(Dataset entries)
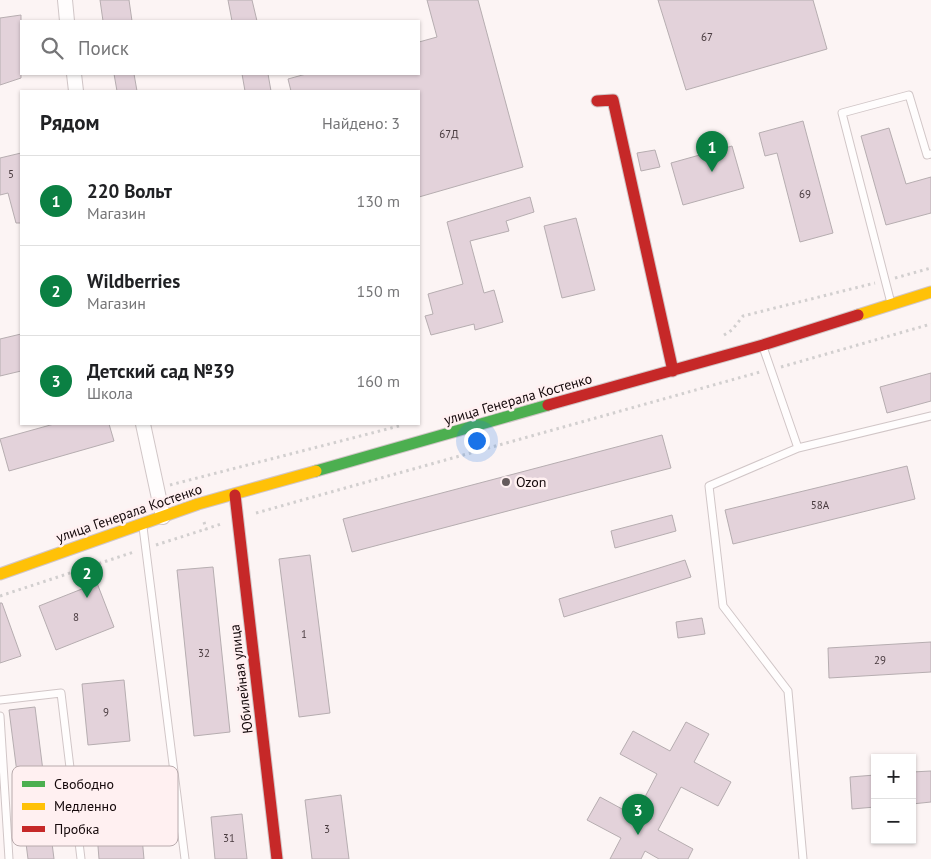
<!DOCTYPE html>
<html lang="ru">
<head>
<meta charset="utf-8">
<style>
  body { margin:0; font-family:"PT Sans",sans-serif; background:#f2f2f2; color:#202124 }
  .controls { position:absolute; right:15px; bottom:15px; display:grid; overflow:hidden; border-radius:0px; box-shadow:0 1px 4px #0004 }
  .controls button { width:45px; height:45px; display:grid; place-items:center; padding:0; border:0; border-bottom:1px solid #e0e0e0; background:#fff; color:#202124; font:25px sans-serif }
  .you { position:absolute; left:476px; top:440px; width:18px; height:18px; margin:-12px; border:4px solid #fff; border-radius:50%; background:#1a73e8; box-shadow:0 0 0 8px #1a73e833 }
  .badge { display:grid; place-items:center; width:32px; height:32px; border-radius:50%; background:#0b8043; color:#fff; font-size:16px; font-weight:700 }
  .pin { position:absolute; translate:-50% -41px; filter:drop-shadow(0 1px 2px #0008) }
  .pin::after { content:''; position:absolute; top:26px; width:18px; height:15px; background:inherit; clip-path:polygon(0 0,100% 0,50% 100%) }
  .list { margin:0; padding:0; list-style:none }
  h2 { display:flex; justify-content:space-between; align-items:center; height:65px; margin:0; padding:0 20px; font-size:21px }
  h2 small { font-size:16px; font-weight:400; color:#757577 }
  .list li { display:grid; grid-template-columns:32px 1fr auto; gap:15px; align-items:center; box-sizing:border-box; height:90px; padding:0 20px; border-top:1px solid #e0e0e0 }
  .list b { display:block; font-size:19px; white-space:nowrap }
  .list p { margin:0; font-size:16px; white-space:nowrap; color:#757577 }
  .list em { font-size:16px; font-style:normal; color:#757577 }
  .icon { flex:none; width:28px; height:28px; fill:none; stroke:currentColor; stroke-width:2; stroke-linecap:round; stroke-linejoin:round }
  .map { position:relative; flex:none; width:931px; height:859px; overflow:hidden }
  .search { position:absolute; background:#fff; box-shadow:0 1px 4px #0004; left:20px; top:20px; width:400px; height:55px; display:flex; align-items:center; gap:12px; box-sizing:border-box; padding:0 18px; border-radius:0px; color:#757577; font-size:19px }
  .panel { position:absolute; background:#fff; box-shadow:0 1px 4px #0004; left:20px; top:90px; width:400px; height:335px; border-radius:0px }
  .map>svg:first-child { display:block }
  .building { fill:#e3d2da; stroke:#b6adb0 }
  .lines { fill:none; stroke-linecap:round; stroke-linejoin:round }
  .lane-casing { stroke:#d1c6c7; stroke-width:9 }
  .street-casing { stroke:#d1c6c7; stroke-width:16 }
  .fast-casing { stroke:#d1c6c7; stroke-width:13 }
  .slow-casing { stroke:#d1c6c7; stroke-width:13 }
  .jam-casing { stroke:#d1c6c7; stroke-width:13 }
  .path { stroke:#d2cfcf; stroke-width:3; stroke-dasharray:2.5 4; stroke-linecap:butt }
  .lane { stroke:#fffdfd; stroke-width:7 }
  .street { stroke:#fffdfd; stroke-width:14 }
  .fast { stroke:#4caf50; stroke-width:11 }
  .slow { stroke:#ffc107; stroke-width:11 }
  .jam { stroke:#c62828; stroke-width:11 }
  .poi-dot { fill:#655b5c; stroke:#fff0f1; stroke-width:2 }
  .labels { text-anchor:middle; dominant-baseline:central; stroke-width:5; stroke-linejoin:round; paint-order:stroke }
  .number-label { font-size:11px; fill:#483a3e }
  .street-label { font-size:14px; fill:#14080a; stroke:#fff0f1 }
  .poi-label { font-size:14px; fill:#14080a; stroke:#fff0f1; text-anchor:start }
  .key { fill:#fff0f1; stroke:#b8aaac; stroke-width:1 }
  .key-label { font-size:14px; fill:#14080a }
</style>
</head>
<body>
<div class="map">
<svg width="931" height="859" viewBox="0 0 931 859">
  <rect width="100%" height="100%" fill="#fcf4f4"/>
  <path class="building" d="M100 0H129L132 21H103Z
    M228 0H252L257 21H232Z
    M427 0H478L523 167 419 197V91H291L288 79 306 74H419V42L437 37Z
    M658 0H813L827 49 686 90Z
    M21 15V78L0 85V18Z
    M114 74H134L137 91H117Z
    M242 74H268L271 91H245Z
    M803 121 833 233 800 242 777 153 765 156 759 133Z
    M889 128 906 184 931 177V213L886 225 861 136Z
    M732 146 744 188 683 205 671 163Z
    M655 150 660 167 641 171 637 153Z
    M21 153V223H16L8 193 0 195V158Z
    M530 197 534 212 506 221 509 231 470 241 484 293 494 290 503 322 475 330 474 324 431 335 425 316 433 314 428 294 463 284 447 222Z
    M576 218 595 290 562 298 544 226Z
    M21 334V371L0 376V339Z
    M931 373V401L887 413 880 387Z
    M54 424H109L114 441 9 471 0 439Z
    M662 435 671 468 352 552 343 519Z
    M907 466 915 499 733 544 725 510Z
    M672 515 676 531 615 548 611 531Z
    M310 555 330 713 299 717 279 559Z
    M685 560 691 577 564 617 559 599Z
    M213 567 230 732 194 736 177 570Z
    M97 583 114 627 56 650 39 606Z
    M0 603H2L21 656 0 663Z
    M702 618 705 634 678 638 676 622Z
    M931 642V672L829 678 828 648Z
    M124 680 130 741 88 745 82 684Z
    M35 707 54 859H28L9 710Z
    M686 722 709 734 694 762 731 782 718 806 681 787 658 830 693 849 688 859H659L645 851 641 859H610L621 838 587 820 600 797 635 816 657 774 620 754 633 731 670 751Z
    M931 771V802L912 804V772Z
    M875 775V807L852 809 850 777Z
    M341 795 349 859H312L305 800Z
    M139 805 144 859H99L95 809Z
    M242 814 247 859H215L211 817Z"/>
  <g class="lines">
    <defs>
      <path id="lane" d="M891 303 842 113 909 95 927 155 931 154
        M763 347 798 448
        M143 527 185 859
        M0 700 61 693 81 859
        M0 716 9 859
        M803 859 788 691 723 606 709 486 798 448 931 416"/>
      <path id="street" d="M65 0 67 21
        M74 74 76 91
        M143 424 163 517"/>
      <path id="fast" d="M316 471 548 405"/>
      <path id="slow" d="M858 315 931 292
        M0 574 198 504 316 471"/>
      <path id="jam" d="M597 101 613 100 673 371
        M548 405 763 345 858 315
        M235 495 277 859"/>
    </defs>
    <use href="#lane" class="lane-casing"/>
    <use href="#street" class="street-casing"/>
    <use href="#fast" class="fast-casing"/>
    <use href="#slow" class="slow-casing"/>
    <use href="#jam" class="jam-casing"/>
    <path class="path" d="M895 278 931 268
      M724 335 732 330 743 316 875 283
      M781 367 931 324
      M170 485 399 426
      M256 513 760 372
      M204 522 206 529 221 524
      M156 545 206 529
      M0 596 134 552"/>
    <use href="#lane" class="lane"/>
    <use href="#street" class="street"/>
    <use href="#fast" class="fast"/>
    <use href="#slow" class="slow"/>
    <use href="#jam" class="jam"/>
  </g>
  <circle class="poi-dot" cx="506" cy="482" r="5"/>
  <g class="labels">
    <g class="number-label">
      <text x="707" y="37">67</text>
      <text x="449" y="134">67Д</text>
      <text x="11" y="174">5</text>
      <text x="805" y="194">69</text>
      <text x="820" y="505">58А</text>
      <text x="76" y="617">8</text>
      <text x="304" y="634">1</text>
      <text x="204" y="653">32</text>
      <text x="880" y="660">29</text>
      <text x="106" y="712">9</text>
      <text x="327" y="829">3</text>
      <text x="229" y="838">31</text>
    </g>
    <g class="street-label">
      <text transform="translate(518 399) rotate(-16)">улица Генерала Костенко</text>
      <text transform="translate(129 513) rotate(-19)">улица Генерала Костенко</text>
      <text transform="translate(241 679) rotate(-97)">Юбилейная улица</text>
    </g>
    <g class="poi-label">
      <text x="516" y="482">Ozon</text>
    </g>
  </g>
  <rect x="12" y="766" width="166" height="80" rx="8" class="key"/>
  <rect x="22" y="781" width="23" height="6" fill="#4caf50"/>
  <rect x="22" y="803" width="23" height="7" fill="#ffc107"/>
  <rect x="22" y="826" width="23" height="6" fill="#c62828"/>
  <g class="key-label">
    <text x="54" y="789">Свободно</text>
    <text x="54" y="811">Медленно</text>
    <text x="54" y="834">Пробка</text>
  </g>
</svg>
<div class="controls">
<button>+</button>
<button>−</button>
</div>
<div class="you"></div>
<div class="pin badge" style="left:712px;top:172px">1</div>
<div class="pin badge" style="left:87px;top:598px">2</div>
<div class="pin badge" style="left:638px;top:835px">3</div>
<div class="search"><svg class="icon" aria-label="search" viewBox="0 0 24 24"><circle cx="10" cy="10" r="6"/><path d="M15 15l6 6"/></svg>Поиск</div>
<section class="panel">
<h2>Рядом<small>Найдено: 3</small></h2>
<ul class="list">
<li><span class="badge">1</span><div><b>220 Вольт</b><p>Магазин</p></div><em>130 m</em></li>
<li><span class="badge">2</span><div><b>Wildberries</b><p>Магазин</p></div><em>150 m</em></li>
<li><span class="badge">3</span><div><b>Детский сад №39</b><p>Школа</p></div><em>160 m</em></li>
</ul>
</section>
</div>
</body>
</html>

▶ _Problem to solve_:
The word "white" appears in some lines of the records. Please work out how many and reply with that number only.

▶ _Solution to this problem_:
2